- _ABOUT THIS TASK_: Starting at the top of the entries below, write out each line up to and including the one containing "0 #969592) drop-shadow(-2px". Leave the pictures out.

___ PROVIDED DATA ___

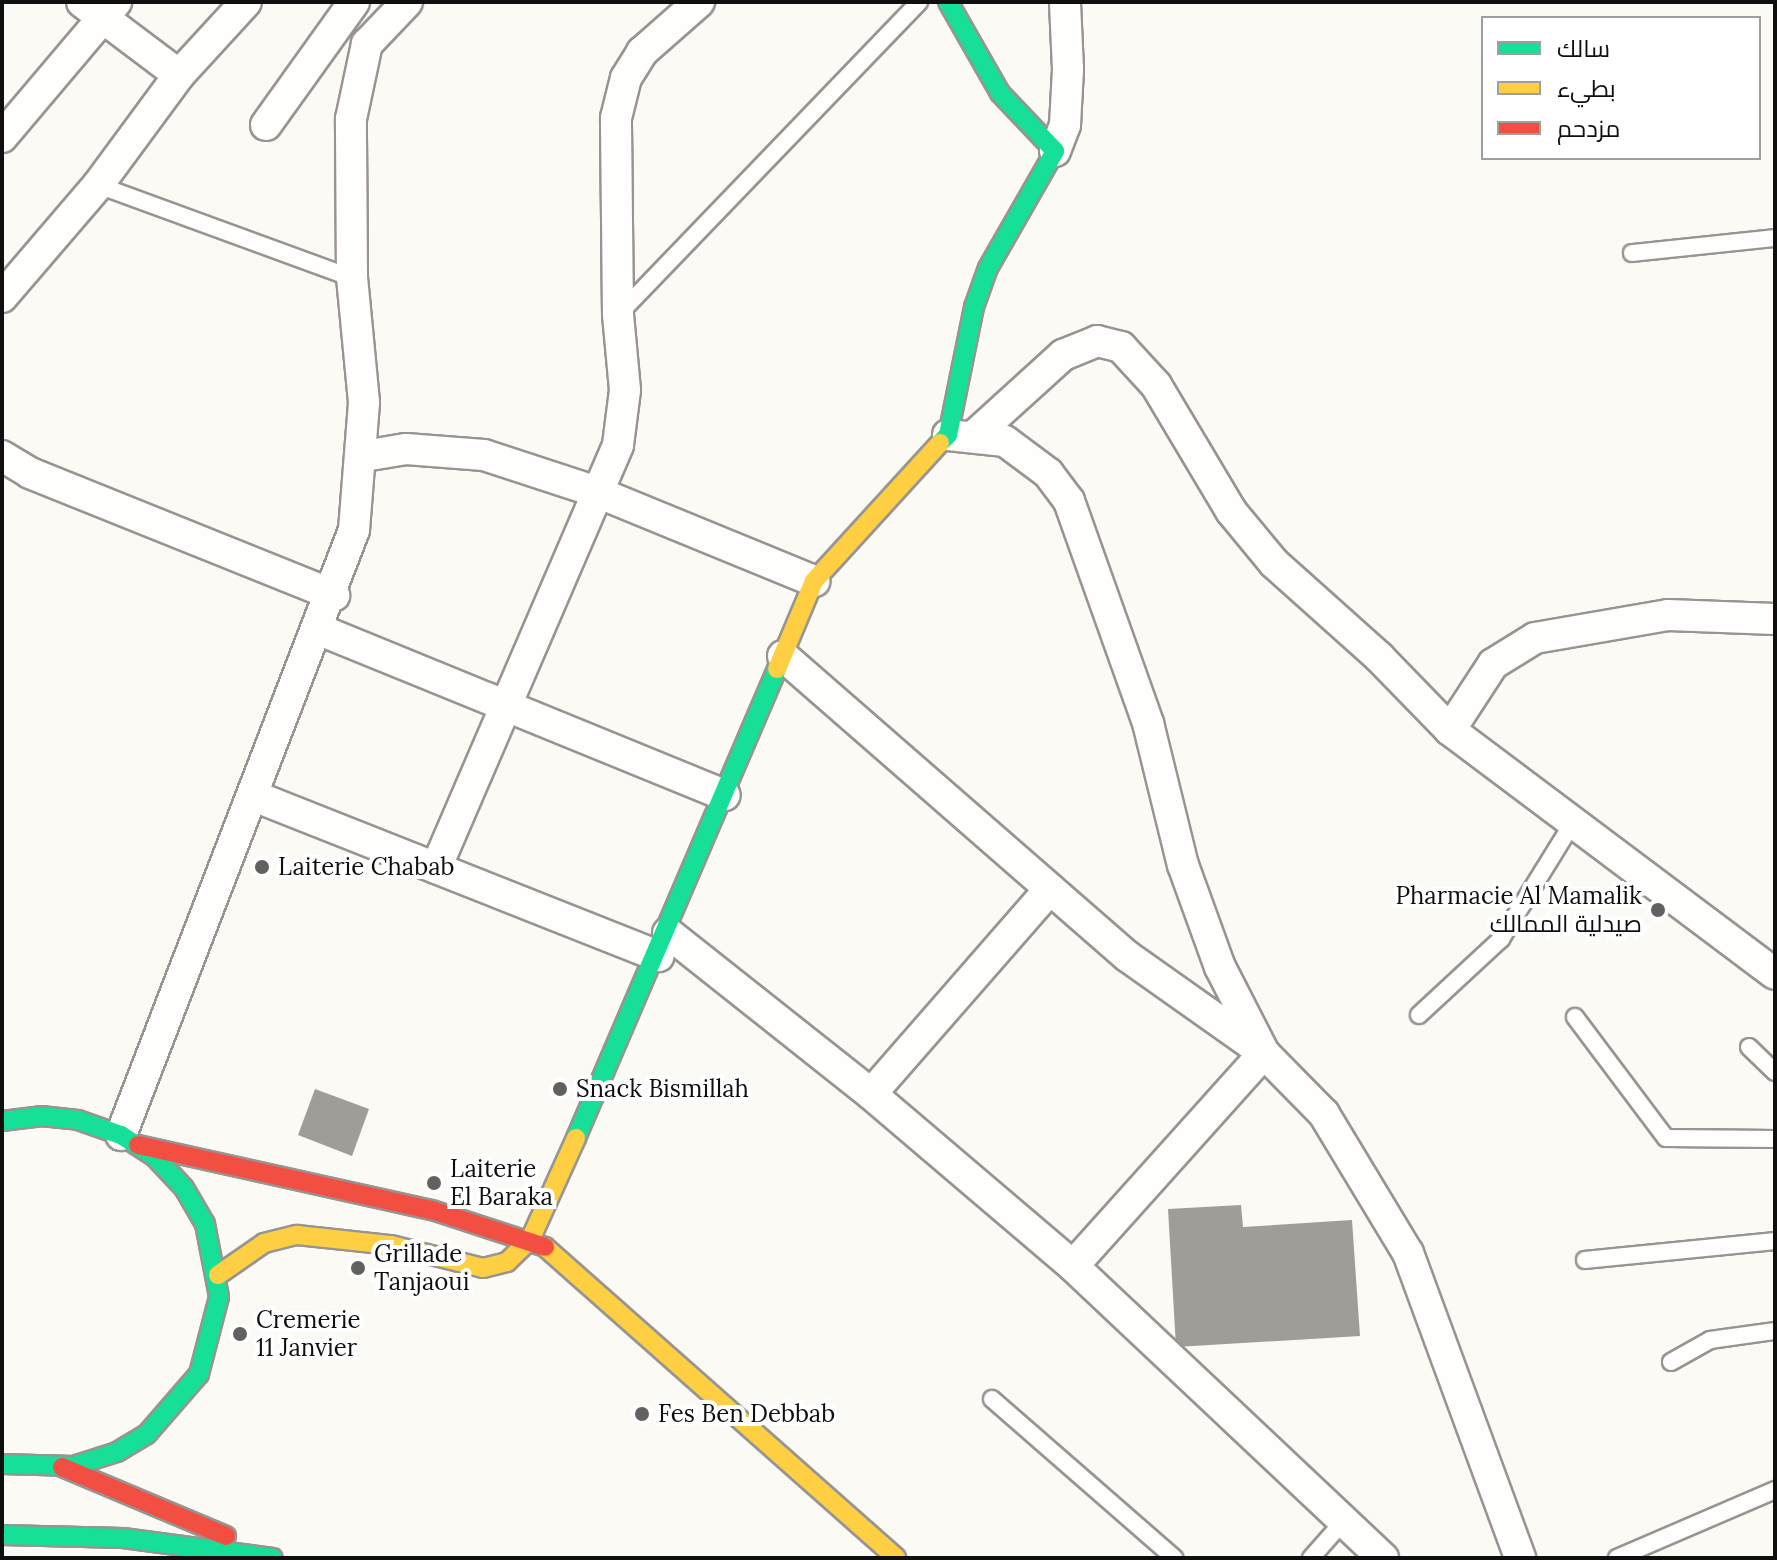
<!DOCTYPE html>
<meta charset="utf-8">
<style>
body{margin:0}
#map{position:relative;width:1777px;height:1560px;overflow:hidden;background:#fcfaf4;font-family:Lora,Cairo,serif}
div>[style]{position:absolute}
.building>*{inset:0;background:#a09d99}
.roads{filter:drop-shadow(2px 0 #969592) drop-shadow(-2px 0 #969592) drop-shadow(0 2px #969592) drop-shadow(0 -2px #969592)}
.lane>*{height:16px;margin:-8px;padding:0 8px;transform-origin:8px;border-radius:8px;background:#fffefd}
.street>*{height:30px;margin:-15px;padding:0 15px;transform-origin:15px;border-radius:15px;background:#fffefd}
.fast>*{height:18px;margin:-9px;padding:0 9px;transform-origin:9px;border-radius:9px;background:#16e098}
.slow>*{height:18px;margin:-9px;padding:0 9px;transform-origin:9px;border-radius:9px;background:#ffcf43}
.jam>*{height:18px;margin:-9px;padding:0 9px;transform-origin:9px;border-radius:9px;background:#f24e42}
.dots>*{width:22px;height:22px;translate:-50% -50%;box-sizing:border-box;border:4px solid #fff;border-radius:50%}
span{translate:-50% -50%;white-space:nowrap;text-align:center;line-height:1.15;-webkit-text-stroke:8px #fff;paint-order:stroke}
.poi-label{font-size:24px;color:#0f0f0f}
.left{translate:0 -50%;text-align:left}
.right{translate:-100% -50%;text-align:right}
.frame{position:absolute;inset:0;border:4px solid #0f0f0f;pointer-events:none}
.legend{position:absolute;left:1481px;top:16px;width:280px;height:144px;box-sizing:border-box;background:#fff;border:2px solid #9f9f9f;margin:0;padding:10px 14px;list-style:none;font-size:24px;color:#0f0f0f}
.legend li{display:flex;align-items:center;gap:16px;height:40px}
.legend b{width:40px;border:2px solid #9f9f9f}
</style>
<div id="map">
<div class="building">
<div style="clip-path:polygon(315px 1089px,369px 1109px,352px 1156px,298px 1135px)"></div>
<div style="clip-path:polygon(1241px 1205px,1243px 1227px,1352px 1220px,1360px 1336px,1176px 1347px,1168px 1209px)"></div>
</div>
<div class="roads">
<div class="lane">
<div style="left:98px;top:185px;width:270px;rotate:20.1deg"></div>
<div style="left:1632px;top:253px;width:144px;rotate:-6deg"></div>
<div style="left:618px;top:315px;width:434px;rotate:-46.1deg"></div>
<div style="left:1419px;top:1015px;width:112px;rotate:-42.8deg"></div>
<div style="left:1501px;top:939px;width:135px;rotate:-58.3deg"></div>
<div style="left:1575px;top:1017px;width:151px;rotate:53.1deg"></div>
<div style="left:1666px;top:1138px;width:109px;rotate:0.5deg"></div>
<div style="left:1749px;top:1047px;width:36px;rotate:44deg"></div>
<div style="left:1585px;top:1260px;width:191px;rotate:-5.7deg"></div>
<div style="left:1671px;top:1362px;width:45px;rotate:-29.4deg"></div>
<div style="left:1710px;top:1340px;width:66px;rotate:-7.9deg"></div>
<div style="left:992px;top:1399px;width:242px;rotate:41.1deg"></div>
<div style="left:1311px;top:1558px;width:47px;rotate:-48.5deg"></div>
<div style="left:1617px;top:1558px;width:172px;rotate:-23.3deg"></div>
</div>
<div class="street">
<div style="left:82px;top:2px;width:121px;rotate:37deg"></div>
<div style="left:266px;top:125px;width:151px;rotate:-54.4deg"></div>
<div style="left:2px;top:137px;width:177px;rotate:-49.8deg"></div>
<div style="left:1055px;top:151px;width:28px;rotate:-69deg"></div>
<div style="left:1065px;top:125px;width:56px;rotate:-86.9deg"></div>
<div style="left:1068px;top:69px;width:67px;rotate:-92.6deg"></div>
<div style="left:2px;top:297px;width:148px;rotate:-49.4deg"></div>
<div style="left:98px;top:185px;width:137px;rotate:-53.6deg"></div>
<div style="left:179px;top:75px;width:99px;rotate:-47.5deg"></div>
<div style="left:976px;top:434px;width:118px;rotate:-42.2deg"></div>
<div style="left:1063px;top:355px;width:37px;rotate:-22deg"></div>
<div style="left:1097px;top:341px;width:25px;rotate:14deg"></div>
<div style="left:1121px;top:347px;width:52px;rotate:47.4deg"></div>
<div style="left:1156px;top:385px;width:147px;rotate:59.2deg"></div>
<div style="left:1231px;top:511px;width:67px;rotate:50.4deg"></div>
<div style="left:1274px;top:563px;width:141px;rotate:41.8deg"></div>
<div style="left:1379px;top:657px;width:102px;rotate:45.8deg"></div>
<div style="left:1450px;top:730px;width:406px;rotate:36.9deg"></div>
<div style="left:948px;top:435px;width:57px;rotate:6deg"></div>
<div style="left:1005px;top:441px;width:54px;rotate:36.7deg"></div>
<div style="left:1048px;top:473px;width:35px;rotate:53deg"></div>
<div style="left:1069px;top:501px;width:236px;rotate:70.4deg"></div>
<div style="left:1148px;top:723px;width:146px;rotate:76.2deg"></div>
<div style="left:1183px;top:865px;width:109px;rotate:70.1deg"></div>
<div style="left:1220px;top:967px;width:97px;rotate:62.9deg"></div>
<div style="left:1264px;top:1053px;width:86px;rotate:45.5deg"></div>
<div style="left:1324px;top:1114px;width:162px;rotate:58.9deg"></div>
<div style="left:1408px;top:1253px;width:325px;rotate:69.8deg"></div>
<div style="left:2px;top:456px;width:33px;rotate:31deg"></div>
<div style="left:30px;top:473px;width:328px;rotate:21.9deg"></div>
<div style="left:364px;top:456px;width:43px;rotate:-9.5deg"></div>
<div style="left:406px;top:449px;width:78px;rotate:4.4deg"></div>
<div style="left:484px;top:455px;width:119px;rotate:18.1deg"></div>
<div style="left:597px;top:492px;width:235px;rotate:22.3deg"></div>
<div style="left:320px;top:630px;width:437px;rotate:22.2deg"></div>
<div style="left:783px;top:656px;width:456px;rotate:41.1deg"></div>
<div style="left:1127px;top:956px;width:168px;rotate:35.3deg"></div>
<div style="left:1264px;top:1053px;width:286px;rotate:131.9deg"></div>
<div style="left:1450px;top:730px;width:79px;rotate:-56.9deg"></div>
<div style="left:1493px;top:664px;width:49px;rotate:-31.8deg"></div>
<div style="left:1535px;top:638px;width:135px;rotate:-9.8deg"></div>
<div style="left:1668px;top:615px;width:107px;rotate:2.1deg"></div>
<div style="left:254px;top:796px;width:435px;rotate:21.6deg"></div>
<div style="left:436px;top:868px;width:460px;rotate:-66.7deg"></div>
<div style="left:618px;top:445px;width:55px;rotate:-82.7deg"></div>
<div style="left:625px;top:390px;width:75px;rotate:-95.3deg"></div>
<div style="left:618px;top:315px;width:197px;rotate:-90.6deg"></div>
<div style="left:616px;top:118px;width:41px;rotate:-76deg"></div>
<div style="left:626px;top:78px;width:31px;rotate:-58deg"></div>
<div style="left:642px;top:52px;width:76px;rotate:-41.3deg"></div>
<div style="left:668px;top:933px;width:259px;rotate:38.4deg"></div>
<div style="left:871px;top:1094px;width:265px;rotate:40.4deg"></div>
<div style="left:1073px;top:1266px;width:426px;rotate:43.3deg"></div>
<div style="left:871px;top:1094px;width:272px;rotate:-48.9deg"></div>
<div style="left:121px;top:1135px;width:648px;rotate:-68.94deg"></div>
<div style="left:354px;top:530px;width:128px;rotate:-85.5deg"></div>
<div style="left:364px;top:402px;width:125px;rotate:-95.5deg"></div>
<div style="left:352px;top:278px;width:159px;rotate:-90.4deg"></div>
<div style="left:351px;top:119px;width:77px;rotate:-78deg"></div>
<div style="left:367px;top:44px;width:58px;rotate:-46.4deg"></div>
</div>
<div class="fast">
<div style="left:940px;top:443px;width:11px;rotate:-45deg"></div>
<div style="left:948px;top:435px;width:131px;rotate:-78.5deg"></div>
<div style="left:974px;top:307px;width:41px;rotate:-70.3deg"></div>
<div style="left:988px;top:268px;width:135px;rotate:-60.2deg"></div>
<div style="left:1055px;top:151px;width:80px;rotate:-133.5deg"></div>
<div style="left:1000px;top:93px;width:105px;rotate:-119.7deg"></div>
<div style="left:2px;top:1121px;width:39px;rotate:-7deg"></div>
<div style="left:41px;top:1116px;width:37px;rotate:6deg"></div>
<div style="left:78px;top:1120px;width:46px;rotate:19.2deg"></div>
<div style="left:121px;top:1135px;width:40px;rotate:32.9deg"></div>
<div style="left:155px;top:1157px;width:42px;rotate:46.9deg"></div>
<div style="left:184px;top:1188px;width:42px;rotate:59.7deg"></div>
<div style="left:205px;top:1224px;width:74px;rotate:79.1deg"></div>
<div style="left:219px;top:1297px;width:80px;rotate:104.6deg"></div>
<div style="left:199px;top:1374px;width:79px;rotate:130.9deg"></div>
<div style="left:147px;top:1434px;width:35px;rotate:149deg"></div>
<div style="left:117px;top:1452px;width:46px;rotate:162.3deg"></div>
<div style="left:73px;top:1466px;width:71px;rotate:-178.4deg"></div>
<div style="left:576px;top:1138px;width:510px;rotate:-66.8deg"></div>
<div style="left:2px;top:1535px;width:121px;rotate:1.4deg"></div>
<div style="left:123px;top:1538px;width:151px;rotate:7.6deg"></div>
</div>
<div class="slow">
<div style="left:777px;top:669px;width:95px;rotate:-67.2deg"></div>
<div style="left:814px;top:581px;width:187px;rotate:-47.6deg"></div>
<div style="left:545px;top:1247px;width:469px;rotate:41.5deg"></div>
<div style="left:218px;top:1275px;width:56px;rotate:-34.8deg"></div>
<div style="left:264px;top:1243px;width:34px;rotate:-14deg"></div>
<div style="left:297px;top:1235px;width:95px;rotate:6.1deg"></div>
<div style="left:391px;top:1245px;width:95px;rotate:14deg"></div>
<div style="left:483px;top:1268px;width:25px;rotate:-14deg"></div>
<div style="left:507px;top:1262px;width:32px;rotate:-44deg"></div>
<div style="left:530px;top:1240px;width:112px;rotate:-65.7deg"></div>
</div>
<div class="jam">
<div style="left:138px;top:1145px;width:301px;rotate:12.5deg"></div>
<div style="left:432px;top:1210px;width:119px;rotate:18.1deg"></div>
<div style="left:62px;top:1467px;width:178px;rotate:22.8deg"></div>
</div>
</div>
<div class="dots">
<div style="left:262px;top:867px;background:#62615f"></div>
<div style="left:1658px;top:910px;background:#62615f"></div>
<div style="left:560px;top:1089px;background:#62615f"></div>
<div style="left:434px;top:1183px;background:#62615f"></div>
<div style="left:358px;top:1268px;background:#62615f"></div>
<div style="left:240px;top:1334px;background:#62615f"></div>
<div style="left:642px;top:1414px;background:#62615f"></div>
</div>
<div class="poi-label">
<span class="left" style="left:278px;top:867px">Laiterie Chabab</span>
<span class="right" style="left:1642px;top:910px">Pharmacie Al Mamalik<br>صيدلية الممالك</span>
<span class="left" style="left:576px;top:1089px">Snack Bismillah</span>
<span class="left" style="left:450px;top:1183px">Laiterie<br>El Baraka</span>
<span class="left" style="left:374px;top:1268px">Grillade<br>Tanjaoui</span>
<span class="left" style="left:256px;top:1334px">Cremerie<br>11 Janvier</span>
<span class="left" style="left:658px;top:1414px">Fes Ben Debbab</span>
</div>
<div class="frame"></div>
<ul class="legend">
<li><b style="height:10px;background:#16e098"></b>سالك</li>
<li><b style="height:10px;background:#ffcf43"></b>بطيء</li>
<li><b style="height:10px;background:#f24e42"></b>مزدحم</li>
</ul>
</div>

___

- _RESPONSE BELOW_:
<!DOCTYPE html>
<meta charset="utf-8">
<style>
body{margin:0}
#map{position:relative;width:1777px;height:1560px;overflow:hidden;background:#fcfaf4;font-family:Lora,Cairo,serif}
div>[style]{position:absolute}
.building>*{inset:0;background:#a09d99}
.roads{filter:drop-shadow(2px 0 #969592) drop-shadow(-2px 0 #969592) drop-shadow(0 2px #969592) drop-shadow(0 -2px #969592)}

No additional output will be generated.